**What the exercise asks**: All of the data should be restated word for word, with the pictures omitted.

**Input data**:
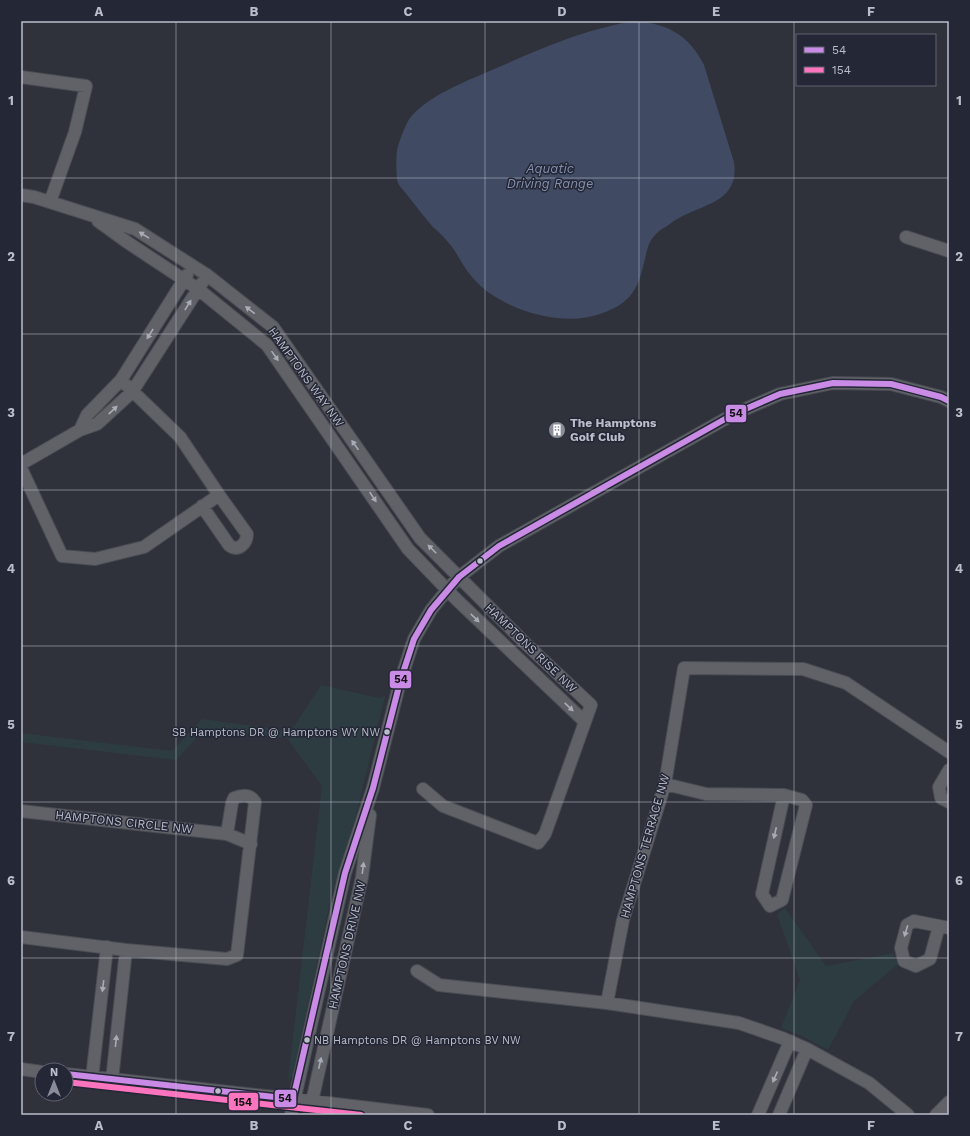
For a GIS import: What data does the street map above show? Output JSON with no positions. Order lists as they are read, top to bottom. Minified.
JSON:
{"streets":{"street":["HAMPTONS WAY NW","HAMPTONS RISE NW","HAMPTONS CIRCLE NW","HAMPTONS TERRACE NW","HAMPTONS DRIVE NW"]},"crossings":[["HAMPTONS WAY NW","HAMPTONS RISE NW"],["HAMPTONS WAY NW","HAMPTONS DRIVE NW"],["HAMPTONS RISE NW","HAMPTONS DRIVE NW"]],"water":["Aquatic Driving Range"],"places":{"building":["The Hamptons Golf Club"],"other":["SB Hamptons DR @ Hamptons WY NW","NB Hamptons DR @ Hamptons BV NW"]},"lines":["transit line 54","transit line 154"],"legend":["54","154"],"north":"top","grid":{"columns":["A","B","C","D","E","F"],"rows":["1","2","3","4","5","6","7"]}}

**Written answer**:
For a GIS import: What data does the street map above show? Output JSON with no positions. Order lists as they are read, top to bottom. Minified.
JSON:
{"streets":{"street":["HAMPTONS WAY NW","HAMPTONS RISE NW","HAMPTONS CIRCLE NW","HAMPTONS TERRACE NW","HAMPTONS DRIVE NW"]},"crossings":[["HAMPTONS WAY NW","HAMPTONS RISE NW"],["HAMPTONS WAY NW","HAMPTONS DRIVE NW"],["HAMPTONS RISE NW","HAMPTONS DRIVE NW"]],"water":["Aquatic Driving Range"],"places":{"building":["The Hamptons Golf Club"],"other":["SB Hamptons DR @ Hamptons WY NW","NB Hamptons DR @ Hamptons BV NW"]},"lines":["transit line 54","transit line 154"],"legend":["54","154"],"north":"top","grid":{"columns":["A","B","C","D","E","F"],"rows":["1","2","3","4","5","6","7"]}}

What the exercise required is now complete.